### PROBLEM REQUIREMENTS:
Going down the data below, set down exactly the line with "transform-origin:19px; border-radius:19px; background:#fff" and each line after it through the line with "translate:-50% -50%; white-space:nowrap;"; no other lines.
___ SOURCE DATA
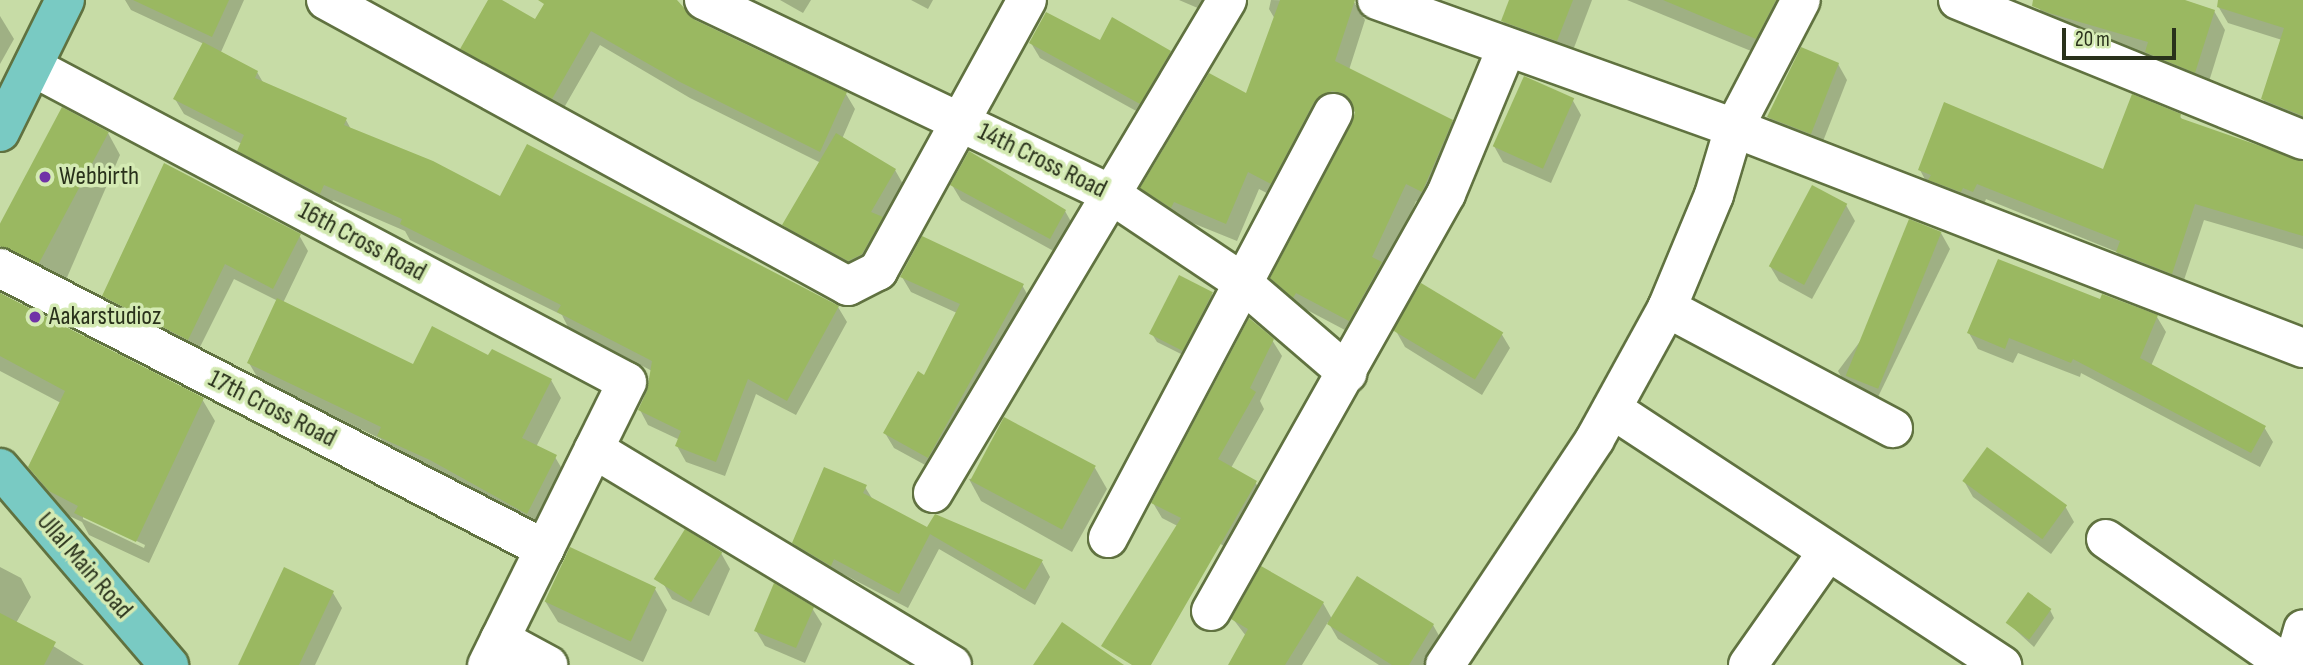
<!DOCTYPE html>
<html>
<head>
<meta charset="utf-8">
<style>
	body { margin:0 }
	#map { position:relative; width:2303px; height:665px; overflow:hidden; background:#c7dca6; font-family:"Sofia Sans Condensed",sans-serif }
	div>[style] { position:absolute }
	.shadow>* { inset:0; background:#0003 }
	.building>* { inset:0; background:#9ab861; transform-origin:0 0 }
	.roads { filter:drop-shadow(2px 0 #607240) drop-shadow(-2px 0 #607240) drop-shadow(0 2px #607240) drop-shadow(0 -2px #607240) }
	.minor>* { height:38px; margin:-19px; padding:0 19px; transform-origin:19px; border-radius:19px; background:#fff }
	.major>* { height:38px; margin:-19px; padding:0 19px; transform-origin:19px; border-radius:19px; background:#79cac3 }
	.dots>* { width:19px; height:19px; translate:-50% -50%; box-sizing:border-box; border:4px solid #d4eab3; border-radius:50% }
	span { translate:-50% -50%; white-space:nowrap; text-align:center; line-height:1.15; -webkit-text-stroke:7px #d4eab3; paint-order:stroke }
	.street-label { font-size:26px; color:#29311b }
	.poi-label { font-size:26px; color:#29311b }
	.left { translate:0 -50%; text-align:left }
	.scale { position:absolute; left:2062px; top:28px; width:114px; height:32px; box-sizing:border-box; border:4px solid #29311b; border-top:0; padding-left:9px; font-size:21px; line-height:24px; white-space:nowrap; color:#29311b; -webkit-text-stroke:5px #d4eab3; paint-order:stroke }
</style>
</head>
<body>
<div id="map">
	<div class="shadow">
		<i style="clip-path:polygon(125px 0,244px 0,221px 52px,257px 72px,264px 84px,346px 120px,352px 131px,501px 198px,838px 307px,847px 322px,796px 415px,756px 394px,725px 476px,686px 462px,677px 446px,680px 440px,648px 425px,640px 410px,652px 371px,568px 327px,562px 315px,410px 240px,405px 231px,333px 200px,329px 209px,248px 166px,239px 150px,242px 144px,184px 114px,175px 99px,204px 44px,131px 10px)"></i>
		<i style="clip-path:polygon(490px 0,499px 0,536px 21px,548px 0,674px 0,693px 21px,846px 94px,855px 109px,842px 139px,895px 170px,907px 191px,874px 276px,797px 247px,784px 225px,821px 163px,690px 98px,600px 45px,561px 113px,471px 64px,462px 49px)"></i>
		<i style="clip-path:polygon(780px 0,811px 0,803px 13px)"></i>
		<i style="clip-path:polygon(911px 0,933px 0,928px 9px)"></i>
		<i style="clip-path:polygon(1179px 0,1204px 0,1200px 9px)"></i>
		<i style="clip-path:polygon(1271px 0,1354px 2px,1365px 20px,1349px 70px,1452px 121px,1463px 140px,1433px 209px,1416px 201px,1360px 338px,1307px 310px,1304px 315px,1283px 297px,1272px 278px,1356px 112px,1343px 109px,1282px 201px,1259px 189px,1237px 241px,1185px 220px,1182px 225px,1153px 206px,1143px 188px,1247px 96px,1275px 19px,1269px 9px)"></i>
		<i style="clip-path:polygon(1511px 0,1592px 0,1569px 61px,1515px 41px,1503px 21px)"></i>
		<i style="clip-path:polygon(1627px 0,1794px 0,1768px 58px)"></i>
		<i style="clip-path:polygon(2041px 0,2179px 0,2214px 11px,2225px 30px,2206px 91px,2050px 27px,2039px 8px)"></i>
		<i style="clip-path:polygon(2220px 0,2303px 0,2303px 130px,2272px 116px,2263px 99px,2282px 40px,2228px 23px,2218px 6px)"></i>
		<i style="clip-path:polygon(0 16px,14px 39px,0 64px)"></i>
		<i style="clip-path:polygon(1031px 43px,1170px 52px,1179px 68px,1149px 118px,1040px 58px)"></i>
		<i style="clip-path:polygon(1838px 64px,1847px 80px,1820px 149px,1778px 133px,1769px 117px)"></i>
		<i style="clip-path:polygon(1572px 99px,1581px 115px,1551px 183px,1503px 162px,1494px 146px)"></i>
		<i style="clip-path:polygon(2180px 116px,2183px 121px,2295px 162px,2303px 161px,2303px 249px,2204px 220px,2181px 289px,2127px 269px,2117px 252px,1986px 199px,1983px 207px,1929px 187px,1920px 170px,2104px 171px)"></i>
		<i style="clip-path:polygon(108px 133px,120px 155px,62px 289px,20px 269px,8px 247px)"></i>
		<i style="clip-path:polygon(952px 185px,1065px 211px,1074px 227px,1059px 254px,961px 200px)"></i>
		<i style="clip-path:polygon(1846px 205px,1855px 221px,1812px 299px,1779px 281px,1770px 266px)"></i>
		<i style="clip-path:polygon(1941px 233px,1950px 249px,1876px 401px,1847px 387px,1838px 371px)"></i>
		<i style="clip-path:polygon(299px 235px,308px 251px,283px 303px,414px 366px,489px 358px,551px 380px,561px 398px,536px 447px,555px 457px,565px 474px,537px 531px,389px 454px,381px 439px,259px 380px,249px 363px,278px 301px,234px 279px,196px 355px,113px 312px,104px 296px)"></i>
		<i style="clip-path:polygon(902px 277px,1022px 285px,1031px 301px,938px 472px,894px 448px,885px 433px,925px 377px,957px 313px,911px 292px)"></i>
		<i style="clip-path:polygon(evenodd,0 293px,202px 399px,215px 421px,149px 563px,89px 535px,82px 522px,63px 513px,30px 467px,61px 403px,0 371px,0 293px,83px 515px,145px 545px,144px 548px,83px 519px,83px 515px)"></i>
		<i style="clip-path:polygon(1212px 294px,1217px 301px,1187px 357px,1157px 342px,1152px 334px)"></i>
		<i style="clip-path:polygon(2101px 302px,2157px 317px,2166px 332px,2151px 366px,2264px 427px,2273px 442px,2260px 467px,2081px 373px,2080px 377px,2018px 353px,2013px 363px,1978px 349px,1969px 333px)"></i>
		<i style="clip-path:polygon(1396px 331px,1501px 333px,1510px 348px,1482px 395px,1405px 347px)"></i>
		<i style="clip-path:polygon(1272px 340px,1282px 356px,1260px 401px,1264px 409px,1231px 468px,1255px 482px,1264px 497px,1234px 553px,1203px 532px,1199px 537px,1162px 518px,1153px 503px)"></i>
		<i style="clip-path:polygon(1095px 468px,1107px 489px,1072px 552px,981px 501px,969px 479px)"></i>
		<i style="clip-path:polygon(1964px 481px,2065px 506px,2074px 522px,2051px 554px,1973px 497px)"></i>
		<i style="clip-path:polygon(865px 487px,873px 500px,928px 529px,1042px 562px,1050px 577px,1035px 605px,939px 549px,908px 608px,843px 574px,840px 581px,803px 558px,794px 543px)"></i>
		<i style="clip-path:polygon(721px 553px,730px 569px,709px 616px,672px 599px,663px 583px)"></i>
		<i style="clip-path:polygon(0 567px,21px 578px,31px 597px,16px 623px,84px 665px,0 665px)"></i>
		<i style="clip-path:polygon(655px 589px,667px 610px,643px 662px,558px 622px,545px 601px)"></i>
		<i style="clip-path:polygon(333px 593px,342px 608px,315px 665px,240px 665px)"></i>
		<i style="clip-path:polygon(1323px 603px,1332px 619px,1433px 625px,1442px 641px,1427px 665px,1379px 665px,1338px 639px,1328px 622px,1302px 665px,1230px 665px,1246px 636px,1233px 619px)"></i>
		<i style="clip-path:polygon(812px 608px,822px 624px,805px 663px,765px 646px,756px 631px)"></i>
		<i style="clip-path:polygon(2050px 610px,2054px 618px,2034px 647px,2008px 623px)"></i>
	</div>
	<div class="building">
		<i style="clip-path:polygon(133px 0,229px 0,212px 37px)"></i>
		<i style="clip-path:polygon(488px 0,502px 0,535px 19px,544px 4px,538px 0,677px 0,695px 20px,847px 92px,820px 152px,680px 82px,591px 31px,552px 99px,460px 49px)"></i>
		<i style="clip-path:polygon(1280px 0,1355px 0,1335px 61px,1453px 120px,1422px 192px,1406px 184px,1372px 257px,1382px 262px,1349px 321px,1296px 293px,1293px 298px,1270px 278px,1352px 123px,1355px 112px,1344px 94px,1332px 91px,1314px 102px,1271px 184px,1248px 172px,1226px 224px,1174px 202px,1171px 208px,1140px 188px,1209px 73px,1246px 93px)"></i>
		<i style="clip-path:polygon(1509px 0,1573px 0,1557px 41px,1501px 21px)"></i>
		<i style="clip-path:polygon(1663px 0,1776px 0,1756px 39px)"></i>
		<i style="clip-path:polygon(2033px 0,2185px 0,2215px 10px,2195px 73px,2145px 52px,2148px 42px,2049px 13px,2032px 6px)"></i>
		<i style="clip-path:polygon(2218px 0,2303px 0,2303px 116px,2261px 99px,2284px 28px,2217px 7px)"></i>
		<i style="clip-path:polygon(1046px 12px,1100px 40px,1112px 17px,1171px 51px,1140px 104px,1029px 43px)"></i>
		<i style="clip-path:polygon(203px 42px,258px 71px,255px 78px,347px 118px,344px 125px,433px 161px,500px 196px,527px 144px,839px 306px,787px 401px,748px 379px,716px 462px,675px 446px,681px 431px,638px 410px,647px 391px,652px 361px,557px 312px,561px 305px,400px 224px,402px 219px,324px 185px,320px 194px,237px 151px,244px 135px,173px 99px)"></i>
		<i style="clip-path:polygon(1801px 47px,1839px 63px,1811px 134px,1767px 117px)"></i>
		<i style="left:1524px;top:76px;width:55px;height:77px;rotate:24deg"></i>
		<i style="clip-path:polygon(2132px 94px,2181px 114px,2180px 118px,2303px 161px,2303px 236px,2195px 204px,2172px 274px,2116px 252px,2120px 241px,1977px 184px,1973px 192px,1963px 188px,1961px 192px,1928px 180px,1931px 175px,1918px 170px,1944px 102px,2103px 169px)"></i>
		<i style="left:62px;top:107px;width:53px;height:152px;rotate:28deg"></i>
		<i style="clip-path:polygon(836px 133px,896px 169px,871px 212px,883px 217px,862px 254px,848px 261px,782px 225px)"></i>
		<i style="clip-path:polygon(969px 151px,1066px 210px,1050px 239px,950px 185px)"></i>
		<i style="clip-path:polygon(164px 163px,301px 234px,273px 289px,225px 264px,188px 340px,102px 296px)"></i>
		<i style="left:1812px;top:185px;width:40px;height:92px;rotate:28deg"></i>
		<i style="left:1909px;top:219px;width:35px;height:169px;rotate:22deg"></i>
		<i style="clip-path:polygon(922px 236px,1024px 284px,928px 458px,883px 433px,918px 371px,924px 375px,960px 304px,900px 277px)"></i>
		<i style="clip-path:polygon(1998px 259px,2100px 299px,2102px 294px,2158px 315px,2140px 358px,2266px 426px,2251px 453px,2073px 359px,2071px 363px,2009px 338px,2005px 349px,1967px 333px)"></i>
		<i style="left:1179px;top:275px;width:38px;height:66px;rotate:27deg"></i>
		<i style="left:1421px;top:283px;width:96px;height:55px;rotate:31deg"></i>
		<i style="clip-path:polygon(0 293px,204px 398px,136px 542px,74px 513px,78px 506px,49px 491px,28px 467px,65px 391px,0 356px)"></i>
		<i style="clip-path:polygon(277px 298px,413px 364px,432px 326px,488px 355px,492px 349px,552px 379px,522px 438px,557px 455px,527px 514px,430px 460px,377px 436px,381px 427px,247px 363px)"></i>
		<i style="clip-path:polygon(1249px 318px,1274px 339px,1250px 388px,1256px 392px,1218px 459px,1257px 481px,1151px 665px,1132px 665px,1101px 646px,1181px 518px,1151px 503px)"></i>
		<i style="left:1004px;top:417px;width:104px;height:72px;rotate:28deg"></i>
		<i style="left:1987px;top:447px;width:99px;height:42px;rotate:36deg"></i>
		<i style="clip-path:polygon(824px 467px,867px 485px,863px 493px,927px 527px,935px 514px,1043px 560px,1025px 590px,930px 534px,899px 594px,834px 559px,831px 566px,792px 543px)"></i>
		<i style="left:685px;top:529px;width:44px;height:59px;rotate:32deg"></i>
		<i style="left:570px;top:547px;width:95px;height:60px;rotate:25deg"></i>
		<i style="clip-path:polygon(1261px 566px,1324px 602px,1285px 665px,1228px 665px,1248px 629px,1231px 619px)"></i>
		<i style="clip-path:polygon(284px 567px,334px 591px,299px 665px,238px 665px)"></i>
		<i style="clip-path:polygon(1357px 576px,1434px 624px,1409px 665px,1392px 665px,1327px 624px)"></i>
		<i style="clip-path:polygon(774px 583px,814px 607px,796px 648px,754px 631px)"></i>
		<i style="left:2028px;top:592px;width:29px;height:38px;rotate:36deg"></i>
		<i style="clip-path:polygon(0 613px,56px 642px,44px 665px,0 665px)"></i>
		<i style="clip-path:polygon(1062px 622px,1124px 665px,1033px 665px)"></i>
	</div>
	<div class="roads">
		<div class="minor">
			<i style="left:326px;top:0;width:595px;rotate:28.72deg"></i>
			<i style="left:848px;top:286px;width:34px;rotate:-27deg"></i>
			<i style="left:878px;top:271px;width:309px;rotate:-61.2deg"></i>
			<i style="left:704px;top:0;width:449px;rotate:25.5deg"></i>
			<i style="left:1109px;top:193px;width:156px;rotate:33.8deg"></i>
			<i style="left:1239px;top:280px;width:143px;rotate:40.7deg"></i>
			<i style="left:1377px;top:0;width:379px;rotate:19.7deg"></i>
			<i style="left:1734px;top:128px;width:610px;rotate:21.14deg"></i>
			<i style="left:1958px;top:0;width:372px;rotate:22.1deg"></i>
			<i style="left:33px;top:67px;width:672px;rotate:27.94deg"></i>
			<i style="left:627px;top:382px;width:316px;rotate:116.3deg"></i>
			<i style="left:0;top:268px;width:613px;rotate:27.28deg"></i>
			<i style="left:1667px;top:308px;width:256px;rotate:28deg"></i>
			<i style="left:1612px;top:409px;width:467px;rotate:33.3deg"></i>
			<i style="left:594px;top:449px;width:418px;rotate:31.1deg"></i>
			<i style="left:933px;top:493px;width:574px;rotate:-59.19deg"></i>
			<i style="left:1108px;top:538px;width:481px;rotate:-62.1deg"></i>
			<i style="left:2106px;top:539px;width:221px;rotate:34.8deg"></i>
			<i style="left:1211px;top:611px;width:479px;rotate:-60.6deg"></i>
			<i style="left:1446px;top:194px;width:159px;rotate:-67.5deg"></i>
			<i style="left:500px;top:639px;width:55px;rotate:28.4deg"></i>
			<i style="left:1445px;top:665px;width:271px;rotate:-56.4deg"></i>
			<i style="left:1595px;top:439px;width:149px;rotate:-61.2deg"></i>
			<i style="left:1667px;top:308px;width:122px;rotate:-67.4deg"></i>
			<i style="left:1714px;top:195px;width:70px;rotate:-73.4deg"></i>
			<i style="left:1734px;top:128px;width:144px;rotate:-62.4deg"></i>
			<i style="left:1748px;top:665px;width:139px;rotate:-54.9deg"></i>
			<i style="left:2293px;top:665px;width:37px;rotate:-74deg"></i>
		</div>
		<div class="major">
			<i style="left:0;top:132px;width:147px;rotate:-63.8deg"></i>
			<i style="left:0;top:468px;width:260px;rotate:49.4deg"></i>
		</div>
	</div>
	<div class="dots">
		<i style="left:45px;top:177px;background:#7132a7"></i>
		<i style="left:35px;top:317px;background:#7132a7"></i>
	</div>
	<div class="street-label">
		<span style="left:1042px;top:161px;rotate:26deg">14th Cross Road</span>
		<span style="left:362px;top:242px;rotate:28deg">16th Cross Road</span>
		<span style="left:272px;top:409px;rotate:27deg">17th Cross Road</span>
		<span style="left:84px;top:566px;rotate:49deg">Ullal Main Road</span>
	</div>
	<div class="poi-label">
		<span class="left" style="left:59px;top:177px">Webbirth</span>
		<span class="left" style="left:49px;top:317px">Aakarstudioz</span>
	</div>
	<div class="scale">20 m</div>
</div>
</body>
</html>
______
### COMPLETED EXERCISE:
	.minor>* { height:38px; margin:-19px; padding:0 19px; transform-origin:19px; border-radius:19px; background:#fff }
	.major>* { height:38px; margin:-19px; padding:0 19px; transform-origin:19px; border-radius:19px; background:#79cac3 }
	.dots>* { width:19px; height:19px; translate:-50% -50%; box-sizing:border-box; border:4px solid #d4eab3; border-radius:50% }
	span { translate:-50% -50%; white-space:nowrap; text-align:center; line-height:1.15; -webkit-text-stroke:7px #d4eab3; paint-order:stroke }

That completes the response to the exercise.